• _Your task_:
Read the lines below and count those that have the word "fillStyle". Respond with the number only.

○ ○ ○

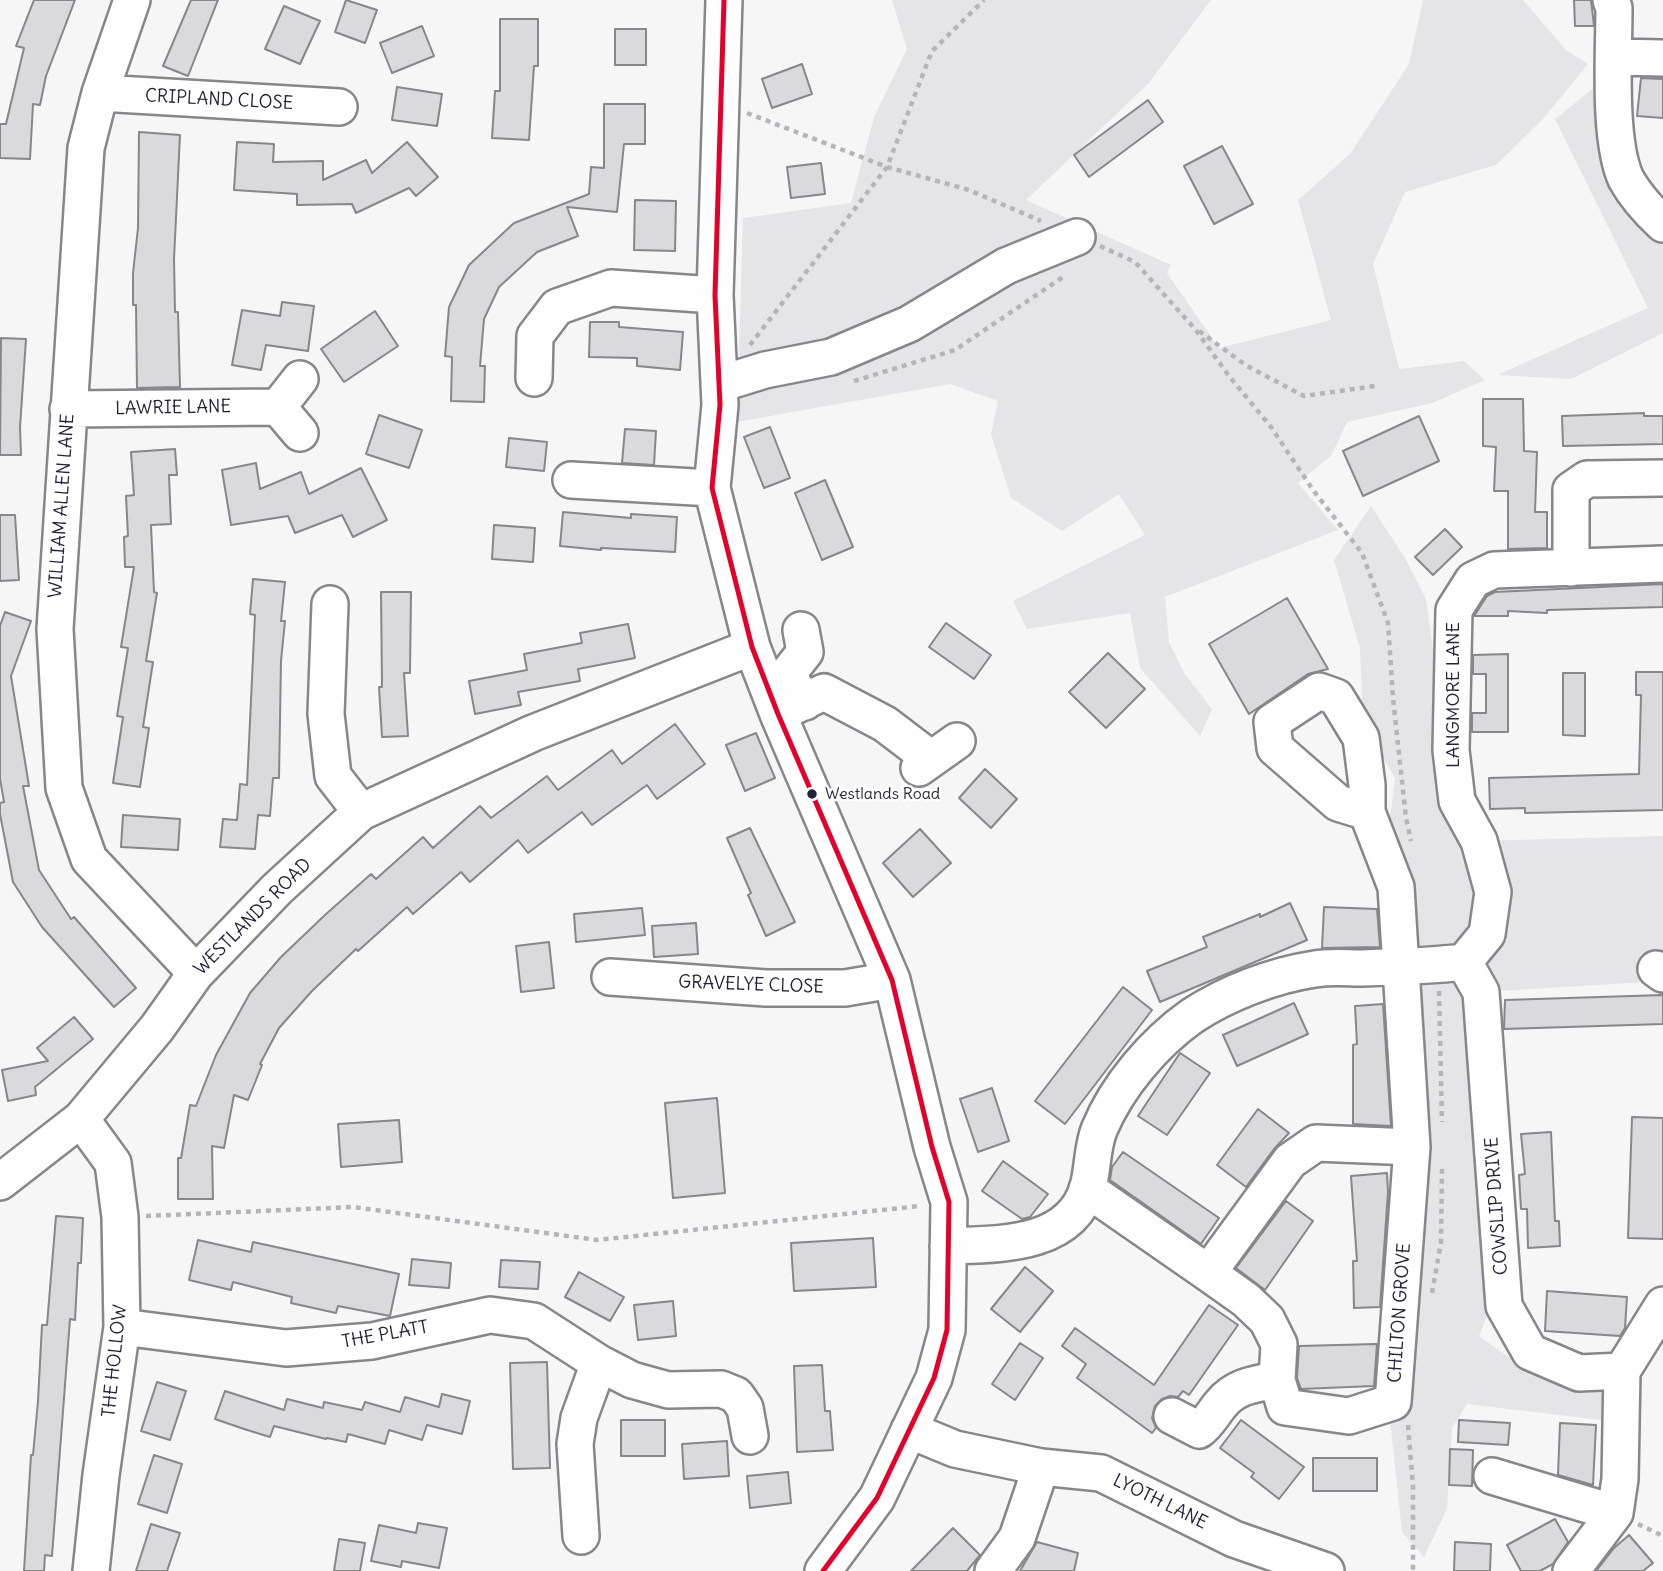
<!DOCTYPE html>
<style>
body{margin:0}
canvas{display:block;background:#f6f6f7}
</style>
<canvas width="1663" height="1571"></canvas>
<script>
const ctx = document.querySelector('canvas').getContext('2d');
ctx.lineJoin = 'round';
function fill(path, color) { ctx.fillStyle = color; ctx.fill(path, 'evenodd'); }
function trace(path, color, width, dash) { ctx.strokeStyle = color; ctx.lineWidth = width; ctx.lineCap = dash ? 'butt' : 'round'; ctx.setLineDash(dash || []); ctx.stroke(path); }
function label(font, color, halo, rows, align = 'center') {
  ctx.font = font + ' Delius,sans-serif'; ctx.lineWidth = 5; ctx.setLineDash([]); ctx.textBaseline = 'middle'; ctx.strokeStyle = halo; ctx.fillStyle = color; for (const [text, x, y, turn = 0] of rows) {
    ctx.save(); ctx.translate(x, y); ctx.rotate((+turn || 0) * Math.PI / 180); ctx.textAlign = isNaN(turn) ? turn : align; if (halo) ctx.strokeText(text, 0, 0); ctx.fillText(text, 0, 0); ctx.restore();
  }
}
fill(new Path2D(`
 M892,0H1211L1148,84L1026,200L1171,265L1167,273L1219,348L1331,320L1298,200L1350,154L1409,64L1423,0H1523L1566,50L1588,64L1543,119L1496,165L1405,192L1373,264L1399,369L1464,361L1485,380L1432,403L1347,422L1331,456L1298,483L1338,530L1165,597L1169,642L1184,673L1212,709L1200,736L1140,668L1130,613L1027,629L1013,601L1145,535L1119,494L1062,531L1011,498L991,434L998,401L950,384L737,422L743,218L851,203L874,117L907,49Z
 M1601,82L1630,208L1663,245V333L1571,379L1497,375L1648,308L1555,119Z
 M1371,506L1405,558L1426,599L1439,692L1479,841L1663,836V981L1481,992L1463,955L1417,956L1389,826L1395,778L1363,724L1360,648L1334,560Z
 M1458,978L1474,997L1493,1300L1479,1336L1528,1371L1611,1390L1609,1421L1467,1404L1452,1428L1447,1509L1424,1557L1402,1532L1390,1420L1419,984Z`), '#e5e5e8');
const building = new Path2D(`
 M34,0H75L46,76L40,105L33,104L30,159L0,158V124H6L24,48L16,46Z
 M191,0H218L188,76L163,66Z
 M346,0L377,10L365,43L335,32Z
 M1574,0H1591L1594,26H1575Z
 M284,6L320,21L300,64L265,49Z
 M500,19H538V66H534L529,140L492,138L495,91H500Z
 M422,26L434,56L392,73L380,43Z
 M615,29H646V65H615Z
 M802,64L812,94L772,108L762,79Z
 M1641,78L1663,79V118L1637,116Z
 M397,87L442,94L437,126L392,120Z
 M1148,100L1163,122L1089,177L1074,155Z
 M604,104H645V144H624L617,212L567,207L578,236L537,252L499,287L484,319L480,366H485L484,402L451,401L452,357L445,356L449,307L469,265L514,223L589,194L591,167L604,168Z
 M139,132L180,135L174,259L175,312H178L180,387L137,388L136,305H133V273L138,228Z
 M237,142L274,144L273,162L323,161V180L366,160L372,173L407,142L438,177L416,196L409,188L356,213L352,204L297,205V194L234,190Z
 M1222,146L1253,204L1214,224L1184,166Z
 M821,163L825,194L791,198L787,167Z
 M635,200L676,201L675,251L634,250Z
 M282,302L314,306L308,351L266,345L261,370L232,365L242,310L280,316Z
 M375,311L398,346L344,382L321,349Z
 M590,322H619V327L683,332L680,370L637,366V358L589,357Z
 M1,338L26,339L20,427L21,455H0Z
 M1483,399H1523L1524,451L1537,452L1535,512H1547V548L1508,549V491H1494L1496,447L1483,446Z
 M1644,413V416H1663V444L1563,446L1562,416Z
 M379,415L422,430L409,468L366,454Z
 M1419,416L1439,461L1363,496L1343,451Z
 M770,427L790,478L764,488L744,437Z
 M625,429L656,431L654,465L622,463Z
 M509,438L547,442L544,471L506,467Z
 M175,449L177,475H169L171,524L151,525L154,592L157,593L146,661L153,662L143,727L149,728L140,787L113,783L123,717L117,716L128,648L121,647L134,567H125L124,537L128,536L126,496L134,495L131,452Z
 M256,463L260,489L301,472L309,494L361,468L387,520L353,537L342,515L295,533L288,516L231,525L222,470Z
 M825,480L853,547L822,560L795,493Z
 M563,512L631,518V514L677,517L675,552L601,548V550L560,546Z
 M0,515H15L19,580L0,581Z
 M494,525L535,528L533,562L492,559Z
 M1445,529L1462,547L1433,575L1415,557Z
 M253,579L285,582L281,621H285L281,661L279,778H273L270,816L258,815L255,849L220,847L223,819L237,820L240,784L247,785L255,615L250,614Z
 M1663,584V607L1547,610V613L1508,611V616H1474L1487,596L1495,592Z
 M381,592H411L410,673H404L408,736L382,737L379,687H382Z
 M1287,598L1328,669L1308,674L1249,714L1209,644Z
 M5,612L31,621L11,676L29,786H23L39,870L71,919L74,917L136,988L114,1007L42,927L13,882L0,814V803L4,802L0,779V626Z
 M946,623L991,655L974,679L929,647Z
 M628,624L635,658L578,669L580,681L518,692L521,705L475,714L469,681L527,670L524,654L582,643L580,633Z
 M1108,653L1145,689L1106,728L1069,692Z
 M1508,654V732H1472V713H1486V674H1473V655Z
 M1636,672H1663V810L1525,813V808L1490,809L1489,778L1639,774L1641,695H1636Z
 M1563,673H1585V736L1563,735Z
 M675,724L705,764L657,799L647,785L592,825L582,812L528,853L518,840L470,882L461,872L413,914L407,907L358,951L356,949L312,991L279,1028L260,1064L262,1065L248,1100L234,1095L224,1148L212,1146L213,1199H178V1158H181L190,1105L196,1106L216,1055L250,993L281,957L325,915L371,874L376,879L423,837L433,848L480,806L491,818L547,776L558,790L612,750L622,764Z
 M756,733L775,778L745,791L726,745Z
 M985,769L1017,799L991,828L959,798Z
 M123,815L180,819L178,850L121,847Z
 M750,828L795,922L766,936L748,895L751,893L727,838Z
 M920,829L951,863L913,897L883,863Z
 M1290,903L1307,940L1160,1002L1147,971L1207,947L1203,937L1260,914V917Z
 M1324,907L1377,909L1380,947L1322,948Z
 M642,908L645,935L576,942L574,914Z
 M696,923L698,954L654,957L652,926Z
 M549,942L554,988L521,992L516,946Z
 M1123,987L1152,1010L1065,1124L1035,1101Z
 M1663,995V1024L1504,1029L1505,1000Z
 M1294,1003L1308,1034L1237,1066L1223,1035Z
 M1383,1004L1391,1126L1353,1124V1045L1357,1044L1355,1006Z
 M74,1017L93,1039L35,1087L36,1095L8,1101L2,1070L48,1061L37,1048Z
 M1180,1053L1210,1073L1167,1135L1138,1116Z
 M992,1088L1009,1141L978,1152L960,1099Z
 M717,1098L725,1193L673,1198L665,1103Z
 M1258,1109L1289,1133L1274,1149L1246,1187L1217,1165Z
 M1632,1117L1663,1118V1239L1628,1238Z
 M399,1120L402,1162L341,1167L338,1124Z
 M1551,1132L1555,1221H1559L1560,1246L1528,1248L1527,1209H1521L1519,1175L1525,1174L1521,1134Z
 M1123,1152L1219,1218L1201,1244L1110,1180L1112,1167Z
 M1003,1161L1048,1194L1030,1217L1022,1219L982,1191Z
 M1387,1173L1388,1192L1380,1307L1354,1308L1353,1261H1357L1351,1176Z
 M1286,1201L1313,1221L1265,1290L1236,1268Z
 M56,1216L83,1218L81,1263H78L75,1320L70,1319L52,1556L45,1555L44,1571H24L31,1455H33L38,1401L42,1325H47Z
 M873,1238L876,1287L794,1291L791,1243Z
 M198,1240L251,1252L253,1242L399,1274L390,1316L338,1306L336,1313L291,1303L292,1297L233,1282L231,1290L189,1280Z
 M412,1259L451,1263L449,1288L409,1285Z
 M501,1260L540,1262L538,1289L499,1287Z
 M1025,1267L1053,1291L1020,1332L991,1309Z
 M579,1272L624,1297L610,1321L565,1297Z
 M1547,1291L1627,1297L1625,1328L1620,1336L1545,1331Z
 M673,1301L676,1336L638,1340L634,1305Z
 M1209,1305L1238,1325L1189,1395L1183,1391L1178,1397L1170,1396L1162,1399L1155,1406L1152,1418L1156,1428L1152,1433L1077,1378L1086,1364L1062,1346L1075,1328L1154,1385Z
 M1020,1343L1043,1358L1015,1400L992,1384Z
 M1377,1344L1374,1386L1301,1389L1297,1378L1299,1346Z
 M547,1362L550,1468L513,1469L510,1363Z
 M822,1365L825,1411H830L833,1450L797,1452L794,1366Z
 M157,1382L186,1391L170,1440L141,1431Z
 M225,1391L284,1410L287,1399L323,1408L324,1402L362,1410L365,1402L400,1412L405,1397L439,1407L442,1394L470,1401L462,1434L427,1425L422,1440L389,1430L385,1444L348,1434L346,1442L327,1438L326,1439L274,1426L270,1437L244,1429L215,1419Z
 M621,1420H665V1456H621Z
 M1241,1420L1304,1467L1279,1499L1251,1477L1254,1473L1220,1448Z
 M1459,1420L1510,1423L1508,1445L1458,1442Z
 M1560,1423L1596,1425L1593,1485L1558,1475Z
 M727,1441L729,1476L684,1479L682,1444Z
 M1450,1449L1473,1450L1472,1486L1449,1485Z
 M154,1455L182,1464L167,1513L138,1504Z
 M1313,1458H1377V1491H1313Z
 M788,1472L791,1503L750,1508L747,1476Z
 M1555,1519L1568,1542L1553,1564L1540,1571H1521L1507,1545Z
 M418,1523L447,1528L439,1568L402,1561L401,1567L371,1561L379,1525L416,1533Z
 M151,1524L180,1533L167,1571H136Z
 M953,1528L980,1555L967,1571H911Z
 M1629,1535L1653,1563L1643,1571H1596L1614,1548Z
 M339,1539L365,1543L360,1571H334Z
 M1037,1542L1078,1553L1074,1571H1020Z
 M1455,1542L1491,1544L1490,1571H1454Z`);
fill(building, '#dadadd');
trace(building, '#86868b', 2);
const minor = new Path2D(`
 M132,0L100,93L86,148L55,629L64,788L89,859L196,973
 M724,0L715,295L720,405L712,488L752,647L778,714L892,980L932,1147L949,1202L947,1330L934,1378L877,1498L823,1571
 M1611,0L1614,8C1614,53 1608,140 1626,179C1636,197 1648,210 1663,224
 M1614,57L1663,58
 M100,93L339,107
 M534,378L535,336L557,307L611,288L715,295
 M300,379L278,407L300,433
 M720,384L765,370L831,357L909,324L1006,266L1077,237
 M68,409L278,407
 M571,480L712,488
 M1571,568V490L1587,479L1663,478
 M330,604L326,714L333,776L361,812
 M801,630L805,652L790,671L793,684L805,702
 M778,714L824,692L885,724L931,759
 M919,768L957,741
 M1464,962L1481,992L1504,1306L1530,1352L1579,1373L1622,1371
 M1656,969L1663,974
 M610,977L766,988H845L892,980
 M81,1119L113,1163L120,1217L122,1327L101,1475L91,1571
 M0,1182L81,1119L157,1028L196,973L277,889L361,812L533,733L752,647
 M1087,1189L1208,1273L1246,1300L1267,1320L1279,1344L1277,1380L1285,1407L1349,1416L1393,1402L1412,1147L1396,887L1367,812L1338,803L1275,748L1272,722L1319,691L1336,697L1361,738L1367,785V812
 M948,1246C998,1244 1071,1247 1088,1187C1093,1169 1092,1148 1099,1130C1117,1086 1154,1043 1192,1016C1227,993 1274,975 1315,969C1331,966 1348,968 1363,968C1397,967 1430,966 1464,962L1487,934L1493,892L1479,841L1457,801L1451,750L1454,610L1473,580L1494,570L1663,564
 M1208,1273L1290,1161L1316,1143L1412,1147
 M122,1327L286,1348L372,1341L490,1315L534,1321L599,1363L632,1380L668,1390L721,1389L736,1395L745,1408L750,1436
 M1622,1371L1663,1305
 M1172,1416L1199,1430C1209,1423 1213,1413 1221,1404C1235,1386 1255,1384 1277,1380
 M909,1430L955,1449L1041,1467L1101,1473L1234,1539L1326,1571
 M1492,1476L1615,1513
 M581,1536L575,1444L579,1418L599,1363
 M993,1571L1017,1538L1041,1467
 M1571,1571L1615,1513L1620,1479L1622,1371`);
trace(minor, '#86868b', 40);
trace(new Path2D(`
 M747,113L887,167L969,190L1041,221
 M1100,246L1135,262L1195,329L1229,376L1271,427L1313,490L1362,553L1388,623L1393,698L1406,818L1411,841
 M1199,331L1247,366L1304,396L1375,386
 M750,345L887,167L932,51L984,0
 M854,381L955,350L1066,275
 M1439,991L1442,1122
 M146,1216L353,1207L597,1240L920,1206
 M1432,1293L1441,1242L1442,1169
 M1408,1425L1413,1487V1571
 M1638,1524L1663,1536`), '#b5b5b9', 4.5, [5, 5]);
trace(minor, '#fefefe', 35);
trace(new Path2D(`
 M724,0L715,295L720,405L712,488L752,647L778,714L892,980L932,1147L949,1202L947,1330L934,1378L877,1498L823,1571`), '#e4002b', 5);
for (const [x, y, r, color] of [
 [812,794,6,"#22223b"]
]) { const dot = new Path2D(); dot.arc(x, y, r, 0, 2 * Math.PI); ctx.fillStyle = color; ctx.fill(dot); trace(dot, '#fff', 2.5); }
label('16px', '#22223b', '#fff', [
 ["Westlands Road",825,794]
], 'left');
label('18px', '#22223b', '#fff', [
 ["CRIPLAND CLOSE",219,100,3],
 ["LAWRIE LANE",173,408,-1],
 ["WILLIAM ALLEN LANE",62,506,-86],
 ["LANGMORE LANE",1454,695,-90],
 ["WESTLANDS ROAD",253,917,-45],
 ["GRAVELYE CLOSE",751,985,2],
 ["COWSLIP DRIVE",1497,1206,-94],
 ["CHILTON GROVE",1400,1313,-86],
 ["THE PLATT",385,1335,-10],
 ["THE HOLLOW",115,1361,-84],
 ["LYOTH LANE",1160,1502,26]
]);
</script>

○ ○ ○

• _Reply_:
3